Neusoft, a China-based company that introduced its products to the U.S. market in 2006, also focuses on low-slice scanners, and introduced its 16-slice model in 2008. Chris McHan, president of Neusoft Medical Systems USA, says both its 16- and 64-slice scanners are compliant with the MITA Smart Dose standards.
“If it’s an older model then our competition is requiring an upgrade,” McHan says. “You don’t have to spend extra money to upgrade a Neusoft machine.”

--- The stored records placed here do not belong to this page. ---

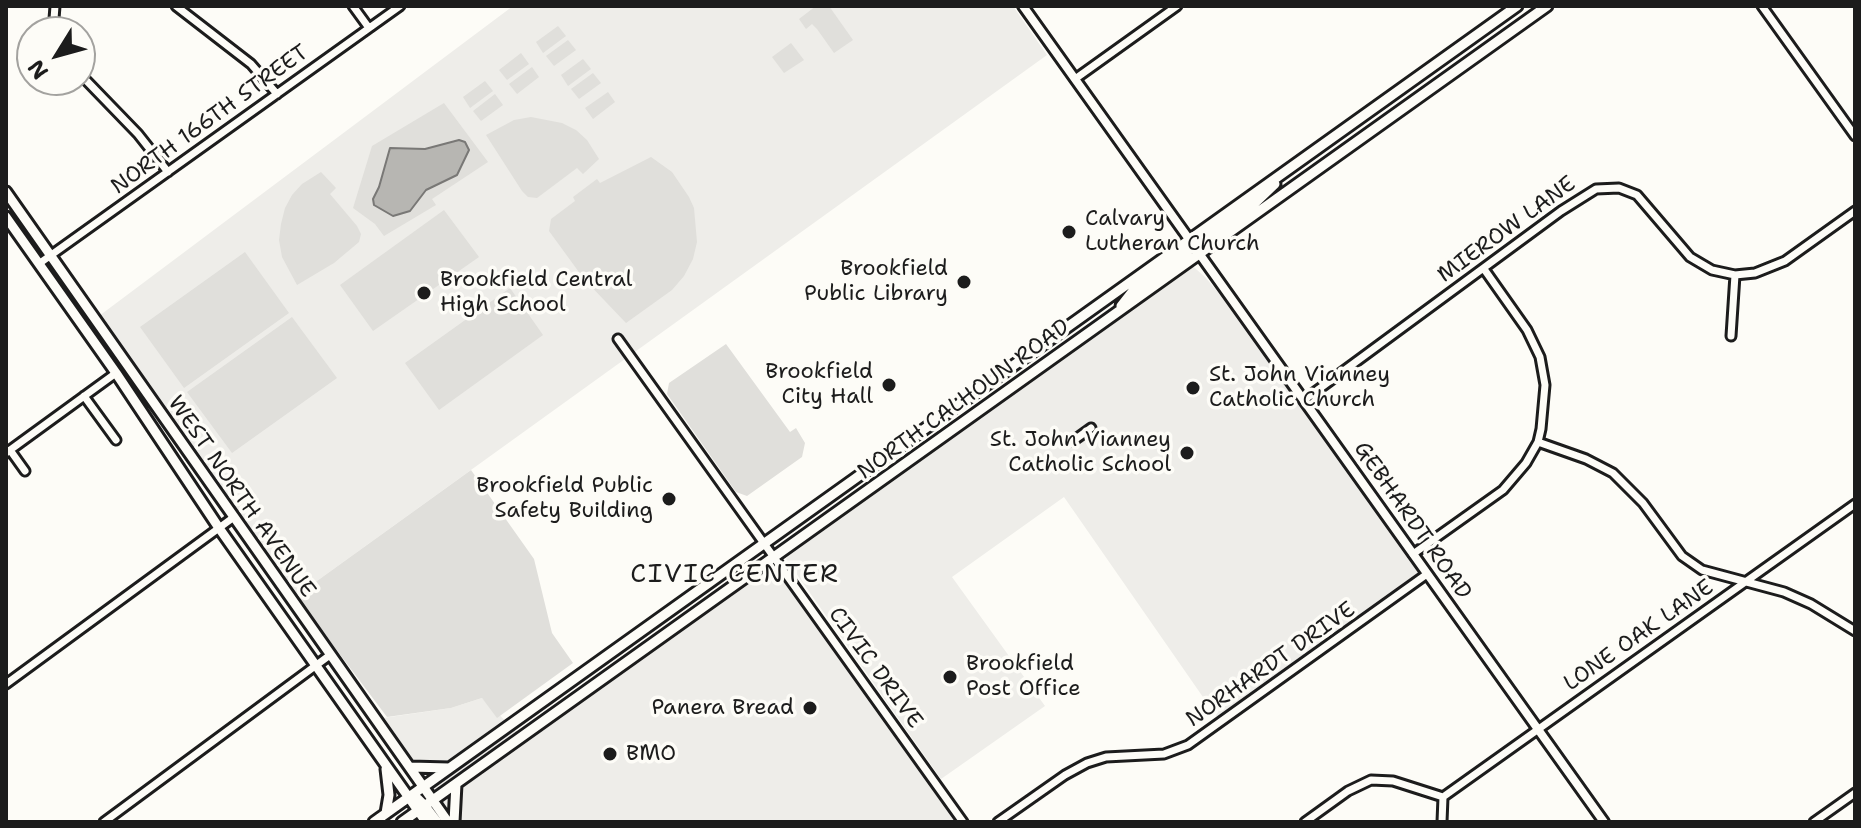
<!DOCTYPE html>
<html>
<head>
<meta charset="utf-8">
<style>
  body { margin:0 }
  #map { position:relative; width:1861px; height:828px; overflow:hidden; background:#fdfcf7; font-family:"Shantell Sans",sans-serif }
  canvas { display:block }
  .frame { position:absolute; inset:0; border:8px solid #1c1c1c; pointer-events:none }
  .north { position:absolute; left:16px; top:16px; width:80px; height:80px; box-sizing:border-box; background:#fdfcf7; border:2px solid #a3a29f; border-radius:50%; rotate:233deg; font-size:22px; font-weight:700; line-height:32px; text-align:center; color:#1c1c1c }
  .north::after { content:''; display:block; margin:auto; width:28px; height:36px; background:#1c1c1c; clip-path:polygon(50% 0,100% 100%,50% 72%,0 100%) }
</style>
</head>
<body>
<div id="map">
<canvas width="1861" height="828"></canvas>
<div class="frame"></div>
<div class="north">N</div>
</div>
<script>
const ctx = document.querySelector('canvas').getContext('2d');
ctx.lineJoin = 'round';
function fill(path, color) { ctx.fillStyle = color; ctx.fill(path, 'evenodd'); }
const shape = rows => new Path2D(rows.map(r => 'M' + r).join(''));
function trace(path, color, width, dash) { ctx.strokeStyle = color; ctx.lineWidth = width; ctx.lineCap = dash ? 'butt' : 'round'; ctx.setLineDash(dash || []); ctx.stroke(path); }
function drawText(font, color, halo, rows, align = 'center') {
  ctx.font = font + ' "Shantell Sans",sans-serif'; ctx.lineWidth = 7; ctx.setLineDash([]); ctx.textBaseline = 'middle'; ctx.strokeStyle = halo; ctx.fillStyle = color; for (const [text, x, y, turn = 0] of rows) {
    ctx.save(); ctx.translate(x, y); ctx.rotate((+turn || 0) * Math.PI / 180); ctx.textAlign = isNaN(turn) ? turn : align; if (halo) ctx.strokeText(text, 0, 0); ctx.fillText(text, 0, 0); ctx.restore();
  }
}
const built = shape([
  [513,6,1013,6,1047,55,296,596,99,316],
  [1188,262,1205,277,1270,352,1427,574,1221,723,1064,497,952,577,1045,706,941,779,786,559,792,551,998,406,994,400],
  [779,566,963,822,448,822,383,718,451,708,482,698,526,741,763,572]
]);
const green = shape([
  [816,6,829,6,853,40,834,53,817,29,812,24,806,29,799,19],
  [558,26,566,36,543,53,536,42],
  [568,40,576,50,554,66,546,56],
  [791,43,804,60,784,73,772,57],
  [521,53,529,64,507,80,499,70],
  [583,59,591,69,568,86,561,75],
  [532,67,539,77,517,94,509,84],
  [593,73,601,83,579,99,571,89],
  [485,81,493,91,470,108,463,97],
  [608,92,615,102,593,119,585,108],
  [495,94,503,105,481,121,473,111],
  [444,103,488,162,432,199,436,205,384,236,375,224,353,208,372,146],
  [531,117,562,123,576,130,587,140,599,159,583,174,577,168,537,198,528,197,522,191,486,135,514,120],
  [651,157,672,172,689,197,694,208,697,242,693,259,684,276,672,290,626,323,584,279,549,231,551,219,575,201,573,197,597,179,600,183],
  [321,172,336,188,330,194,357,226,361,234,359,242,334,263,297,285,282,257,279,240,281,224,285,208,292,195,302,184],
  [444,210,479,257,373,331,340,285],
  [245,252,289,313,184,388,140,327],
  [510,288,543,335,439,410,405,363],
  [292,317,337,378,232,453,187,392],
  [726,344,790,432,796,428,805,443,802,457,747,496,736,492,667,394,669,383],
  [471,470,534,559,552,633,573,663,497,718,482,698,451,708,387,717,296,596]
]);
const water = shape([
  [459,140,465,142,469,150,457,175,426,190,410,211,393,216,374,205,373,199,379,187,390,148,425,149,459,140]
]);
const minor = shape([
  [176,6,251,64,277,94],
  [353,6,369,28],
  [1762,6,1855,136],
  [53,32,55,6],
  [80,74,138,134,168,172],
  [1075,79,1177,6],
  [40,263,400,6],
  [1731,336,1735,275],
  [618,339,963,822],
  [84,396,116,440],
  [1304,400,1561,211,1596,189,1619,188,1637,195,1690,257,1712,270,1735,275,1755,273,1785,261,1855,211],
  [1073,441,1091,428],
  [1538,442,1586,459,1613,473,1643,503,1682,556,1702,570,1784,592,1811,604,1855,631],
  [10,450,25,471],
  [6,453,116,373],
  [1413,554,1503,490,1526,463,1538,442,1541,429,1545,385,1540,357,1527,330,1484,269],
  [6,684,234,517],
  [1443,797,1855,504],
  [104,822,330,655],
  [998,822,1065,775,1087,763,1106,757,1164,754,1188,745,1427,574],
  [1305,822,1348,791,1371,780,1393,781,1443,797],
  [1442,822,1443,797],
  [1814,822,1855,793]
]);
const tertiary = shape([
  [1023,6,1604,822]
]);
const secondary = shape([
  [6,192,448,822],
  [6,217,116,373,219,528,426,822],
  [1200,253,1200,243,1253,205,1275,184],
  [1121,306,1132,292,1188,251,1192,246,1191,239],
  [410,767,449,768],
  [408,797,418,799,425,806,437,822],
  [386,813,389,795,386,769],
  [374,822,1517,6],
  [402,822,1547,6],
  [454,822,456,784]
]);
const markers = [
  [1069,232,8,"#1c1c1c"],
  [964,282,8,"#1c1c1c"],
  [424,293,8,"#1c1c1c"],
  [889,385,8,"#1c1c1c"],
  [1193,388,8,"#1c1c1c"],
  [1187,453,8,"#1c1c1c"],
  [669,499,8,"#1c1c1c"],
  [950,677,8,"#1c1c1c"],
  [810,708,8,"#1c1c1c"],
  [610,754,8,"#1c1c1c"]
];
const streetNames = [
  ["NORTH 166TH STREET",210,120,-36],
  ["MIEROW LANE",1507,230,-36],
  ["NORTH CALHOUN ROAD",964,400,-36],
  ["WEST NORTH AVENUE",241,497,55],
  ["GEBHARDT ROAD",1412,521,55],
  ["LONE OAK LANE",1639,636,-35],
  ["NORHARDT DRIVE",1271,665,-35],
  ["CIVIC DRIVE",875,668,54]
];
const poiNames = [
  ["Calvary",1085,219],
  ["Lutheran Church",1085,244],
  ["Brookfield",948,269,"right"],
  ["Public Library",948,294,"right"],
  ["Brookfield Central",440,280],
  ["High School",440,305],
  ["Brookfield",873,372,"right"],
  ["City Hall",873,397,"right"],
  ["St. John Vianney",1209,375],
  ["Catholic Church",1209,400],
  ["St. John Vianney",1171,440,"right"],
  ["Catholic School",1171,465,"right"],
  ["Brookfield Public",653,486,"right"],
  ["Safety Building",653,511,"right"],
  ["Brookfield",966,664],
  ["Post Office",966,689],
  ["Panera Bread",794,708,"right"],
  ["BMO",626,754]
];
const quarterNames = [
  ["CIVIC CENTER",735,575]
];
fill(built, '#eeede9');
fill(green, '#e0dfdb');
fill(water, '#b7b6b2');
trace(water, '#797876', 2);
trace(minor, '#1c1c1c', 13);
trace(tertiary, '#1c1c1c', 14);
trace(secondary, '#1c1c1c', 15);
trace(minor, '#fdfcf7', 7);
trace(tertiary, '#fdfcf7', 8);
trace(secondary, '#fdfcf7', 9);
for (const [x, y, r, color] of markers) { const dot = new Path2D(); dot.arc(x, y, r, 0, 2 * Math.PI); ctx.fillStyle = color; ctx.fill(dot); trace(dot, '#fdfcf7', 3); }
drawText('22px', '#1c1c1c', '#fdfcf7', streetNames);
drawText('22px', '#1c1c1c', '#fdfcf7', poiNames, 'left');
ctx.letterSpacing = '2px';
drawText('26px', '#1c1c1c', '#fdfcf7', quarterNames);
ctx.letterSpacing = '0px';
</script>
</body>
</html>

Neusoft, which competes against some up-and-coming CT scanner manufacturers in China, is the only one from that country to market its products in the U.S.
CT in the OR
A Minnesota company called IMRIS manufactures a unique ceiling-mounted intraoperative CT solution that uses the Siemens SOMATOM Definition AS technology to produce high quality images at the lowest dose. The Smart Dose-compliant product brings the CT into the operating room on demand using ceiling mounted rails, so the CT easily moves in and out of the OR, and over the patient on the table, as needed. The product has been on the market since the summer of 2013.
IMRIS CEO Jay Miller says that if dose management is important in diagnostic CT, it’s even more important in the OR, where there are also nursing staff and anesthesiologists present.
“Everyone in the room, including the patient, will benefit from that,” Miller says. Once the machinery is installed, staff goes through days, and sometimes even weeks, of training. Miller says the company’s competitors mainly use older devices lacking sophisticated dose management technology.
Dr. David Enterline, chief of neuroradiology and associate professor of radiology at Duke University, says the device has been used in his facility for spinal surgery. Enterline says that while you don’t need the same image quality in the OR as you would for a diagnostic CT, there’s an advantage to using a well-established and mature scanner with state of the art dose reduction techniques.
“You can dial down dosing, but it allows you to see the actual component of the bone that you’re putting a pedicle screw into,” Enterline says. “The technology of imaging has really changed and the need for imaging in the operating room is very clear.”